The story of Sanskrit is an educational project to document the essence of Sanskrit. It would be divided in six segments (i) Phonemes (ii) Word (iii) Prosody (iv) Grammar (v) Literature and (vi) Linguistics. I gave an outline of each of the proposed segments. The idea is to bring out the challenges between the empiricism and scientific understanding. The goal is to help understand the mechanics of the language and foster scientific research for better appreciation. The project would publish books and create educational videos for public distribution.

In order to extend the point, I presented my appreciation of the text of Valmiki's Ramayana and my efforts of creating an English translation for the children. I commented that the translation task must preserve the lyricism and the storytelling of the original text. Valmiki's drama in the story and his use of words in creating imagery do pose a scientific question of creating emotion through imagination triggered by word imagery.

There were interesting questions following the lecture.
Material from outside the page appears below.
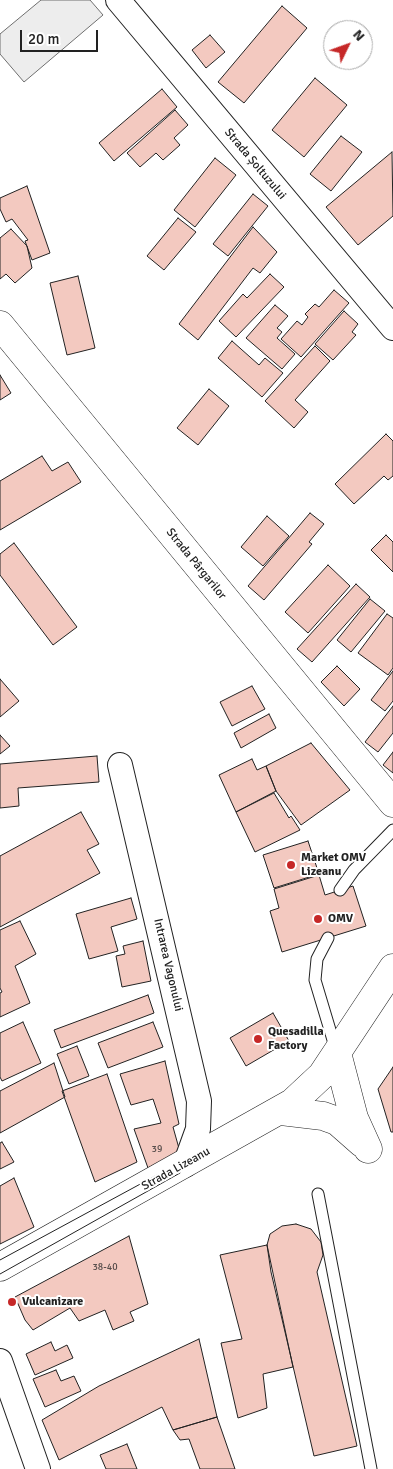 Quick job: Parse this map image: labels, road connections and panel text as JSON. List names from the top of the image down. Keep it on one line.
{"streets":{"street":["Strada Șoltuzului","Strada Pârgarilor","Intrarea Vagonului","Strada Lizeanu"]},"crossings":[["Intrarea Vagonului","Strada Lizeanu"]],"places":["Market OMV Lizeanu","OMV","Quesadilla Factory","Vulcanizare"],"house_numbers":["39","38-40"],"scale_bar":"20 m","north":"top right"}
Many questions centered on the efficacy of Sanskrit in yogic meditation. My viewpoint has been that the process of calming the mind is through the techniques of breathing. The recitation of Sanskrit syllables force different rhythms of breathing and various empirical combinations have been discovered in time. The science of the Mantra as it is called is not properly understood. The role of mind in human activities is an open topic for investigation.

I met a Chinese student who had been a resident in the Ashram for more than six months. I admired his dedication and his curiosity. He had many more personal questions which I tried to answer to the best of my ability. There were a few other students from the local educational institutions. They were very supportive of my ideas and wanted to help the project. An old resident Ashramite in shorts spoke about his journey in Sanskrit and blessed the project. He spoke only in Sanskrit.


I was followed by Mr. Martin Gluckman who presented his work on the creation of a Sanskrit dictionary for help in learning Sanskrit. It is a computational tool that collects information from various publishes resources and presents a collection of translation ideas for the student. The Sanskrit word creation is conceptual and its application makes a contextual meaning. For the reading of Sanskrit literature, the dictionary is a good tool though the discovery of the right meaning might need more detailed cultivation.

The meeting ended with tea for all attendees and there was further social discussion. I loved the scholarly interest with the attendees and admired their attention on application. There were several summer visitors from various countries making the audience diverse and interesting. The waters of the Bay of Bengal across the walls gave the seminar hall a good location for meditation and contemplation.

Dr Sampad and I visited the shrine dedicated to the Mother which was in the building she lived. There were many assembled in the meditation hall next to the shrine. We spent some time at the shrine and then slowly walked towards the waterfront. We passed by an old Temple and reached the embankment of the sea.